Realism never a particular concern for Godard tho and def not in Pierrot.

Daniel_Rf, Thursday, 1 July 2021 12:04 (two years ago) link

I haven't checked the subtitles on my CanalPlus Blu-Ray of Pierrot Le Fou (bought for £3 in the Shaftesbury Avenue Fopp a few years ago) - time for a rewatch. But I get the impression that Godard, rather like Jean-Marie Straub, regards English language subtitles as something of a capitulation to American cultural hegemony. In UK cinemas, the print of the relatively recent Film Socialisme came with 'Navajo subtitles' which were at best an approximation of the French language audio and often seemingly a counter-argument to what was being enunciated on screen. And iirc there are marked differences between the French language dialogue and the English language subtitles for Slow Motion too - because Charles Bukowski was involved with the 'translation'? I think that's the movie alluded to in Bukowski's Hollywood, which includes an enigmatic film director called 'Jean-Luc Modard'.

Text has always been v much a part of Godard's aesthetic and I guess subtitles fall within that as a filmic component that can be manipulated, deconstructed, critiqued etc.

Ward Fowler, Thursday, 1 July 2021 12:47 (two years ago) link

The one time I saw Godard in person, at the National Film Theatre in London, he was speaking in English to Colin MacCabe and clearly not that happy about it (his English didn't seem especially good, but that might well have been deliberate non-communication on JLG's part).

Ward Fowler, Thursday, 1 July 2021 12:53 (two years ago) link

I don't think Godard has much control over how his 60's work gets released? Pretty sure if he did these films would all only be available in 3D dubbed into vietnamese or something.

Daniel_Rf, Thursday, 1 July 2021 12:54 (two years ago) link

I always wondered whether, back in the old days when Henri Langlois was screening American films at the Cinémathèque Francais, those films were subtitled or dubbed or neither

Josefa, Thursday, 1 July 2021 13:11 (two years ago) link

I think the subtitles may just be running a bit behind teh film. & the bit where tehre are no subtitles at the start is down to taht. Should be in time with taht cos I think that's the drag so something like 30 seconds or something out. Which is a pain and makes it difficult to watch, Just tried it with another set of subtitles and will now probably find out taht was the same as the ones I started with.
Hope i can find a correct set. Not sure how one would go around synching them.
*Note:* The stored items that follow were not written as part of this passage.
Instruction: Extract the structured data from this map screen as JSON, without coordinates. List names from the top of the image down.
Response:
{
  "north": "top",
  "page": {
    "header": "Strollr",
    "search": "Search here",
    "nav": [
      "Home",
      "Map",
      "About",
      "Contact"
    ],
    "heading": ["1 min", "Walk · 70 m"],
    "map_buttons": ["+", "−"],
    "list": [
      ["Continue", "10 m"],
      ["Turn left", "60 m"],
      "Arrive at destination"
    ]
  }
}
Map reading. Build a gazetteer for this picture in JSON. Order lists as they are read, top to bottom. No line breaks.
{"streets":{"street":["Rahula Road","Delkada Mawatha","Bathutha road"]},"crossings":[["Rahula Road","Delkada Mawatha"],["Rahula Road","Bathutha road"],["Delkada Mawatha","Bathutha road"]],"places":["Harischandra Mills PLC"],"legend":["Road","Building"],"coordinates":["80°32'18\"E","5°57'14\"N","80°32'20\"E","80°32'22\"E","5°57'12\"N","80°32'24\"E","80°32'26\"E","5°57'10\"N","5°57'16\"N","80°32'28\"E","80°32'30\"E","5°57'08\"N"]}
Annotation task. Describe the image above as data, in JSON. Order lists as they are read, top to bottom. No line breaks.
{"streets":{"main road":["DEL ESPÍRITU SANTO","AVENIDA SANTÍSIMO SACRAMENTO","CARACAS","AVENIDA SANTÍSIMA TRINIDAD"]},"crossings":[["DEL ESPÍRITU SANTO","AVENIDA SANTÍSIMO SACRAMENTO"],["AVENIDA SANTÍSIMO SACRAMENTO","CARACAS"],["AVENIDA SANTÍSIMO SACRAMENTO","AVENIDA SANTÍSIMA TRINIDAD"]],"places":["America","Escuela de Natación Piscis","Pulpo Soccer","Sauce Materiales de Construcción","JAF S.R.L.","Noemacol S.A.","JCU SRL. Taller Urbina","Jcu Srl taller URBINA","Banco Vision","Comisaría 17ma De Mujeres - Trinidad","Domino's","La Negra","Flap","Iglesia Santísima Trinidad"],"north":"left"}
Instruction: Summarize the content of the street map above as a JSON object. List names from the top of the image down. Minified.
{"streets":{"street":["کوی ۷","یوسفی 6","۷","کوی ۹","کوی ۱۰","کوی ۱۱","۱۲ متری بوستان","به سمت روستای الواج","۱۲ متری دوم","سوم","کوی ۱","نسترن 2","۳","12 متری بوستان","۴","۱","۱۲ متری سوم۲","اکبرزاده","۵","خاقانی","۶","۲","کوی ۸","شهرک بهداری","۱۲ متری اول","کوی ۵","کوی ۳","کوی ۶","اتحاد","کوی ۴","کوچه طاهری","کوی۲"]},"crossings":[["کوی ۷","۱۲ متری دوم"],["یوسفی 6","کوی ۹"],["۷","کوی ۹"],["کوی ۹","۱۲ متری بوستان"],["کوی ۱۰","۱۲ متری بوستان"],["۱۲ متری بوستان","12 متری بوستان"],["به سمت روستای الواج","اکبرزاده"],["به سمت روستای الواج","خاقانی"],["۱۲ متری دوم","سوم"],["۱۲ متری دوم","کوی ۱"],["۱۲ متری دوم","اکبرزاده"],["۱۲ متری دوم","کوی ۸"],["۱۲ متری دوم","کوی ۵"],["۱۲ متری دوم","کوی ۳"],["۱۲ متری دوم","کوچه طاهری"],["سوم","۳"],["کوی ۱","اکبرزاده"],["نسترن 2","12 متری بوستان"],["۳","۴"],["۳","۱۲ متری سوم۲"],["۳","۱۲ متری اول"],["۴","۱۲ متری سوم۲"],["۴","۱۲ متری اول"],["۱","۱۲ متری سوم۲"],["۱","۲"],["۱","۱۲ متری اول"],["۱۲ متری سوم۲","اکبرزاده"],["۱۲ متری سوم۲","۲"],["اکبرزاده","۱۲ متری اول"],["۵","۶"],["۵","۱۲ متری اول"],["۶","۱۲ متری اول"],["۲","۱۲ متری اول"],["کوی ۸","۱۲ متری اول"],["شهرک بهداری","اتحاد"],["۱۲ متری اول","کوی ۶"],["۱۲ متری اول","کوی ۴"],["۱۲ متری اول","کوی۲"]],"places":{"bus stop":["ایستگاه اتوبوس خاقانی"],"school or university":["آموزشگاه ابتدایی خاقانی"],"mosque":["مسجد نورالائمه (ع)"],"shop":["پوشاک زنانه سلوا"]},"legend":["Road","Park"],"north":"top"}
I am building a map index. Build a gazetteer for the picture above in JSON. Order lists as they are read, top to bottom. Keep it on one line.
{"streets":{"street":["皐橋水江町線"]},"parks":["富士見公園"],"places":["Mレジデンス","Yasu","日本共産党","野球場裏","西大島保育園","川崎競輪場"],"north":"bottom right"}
Stevolende, Thursday, 1 July 2021 20:55 (two years ago) link

well just found out how you sync things . Mus have been lucky with previous subititles and they staye din sync even if they came from elsewhere. Now just spent an age trying to sync things for La Grande Vadrouille after giving up on this only to find taht the set of subtitles seems to not be in sync with itself. Went out of sync by the next scene.
I thought they ran automatically at the same speed and duration as the film. Yeah must have just been lucky before since they did seem to be in synch.

Bummer.

Stevolende, Thursday, 1 July 2021 22:04 (two years ago) link

"But I get the impression that Godard, rather like Jean-Marie Straub, regards English language subtitles as something of a capitulation to American cultural hegemony."

Makes sense, beyond subtitles ppl like Strain have a taste for play with the telling, which includes a species of fast-forward narration (my favourite example is 'Not reconciled').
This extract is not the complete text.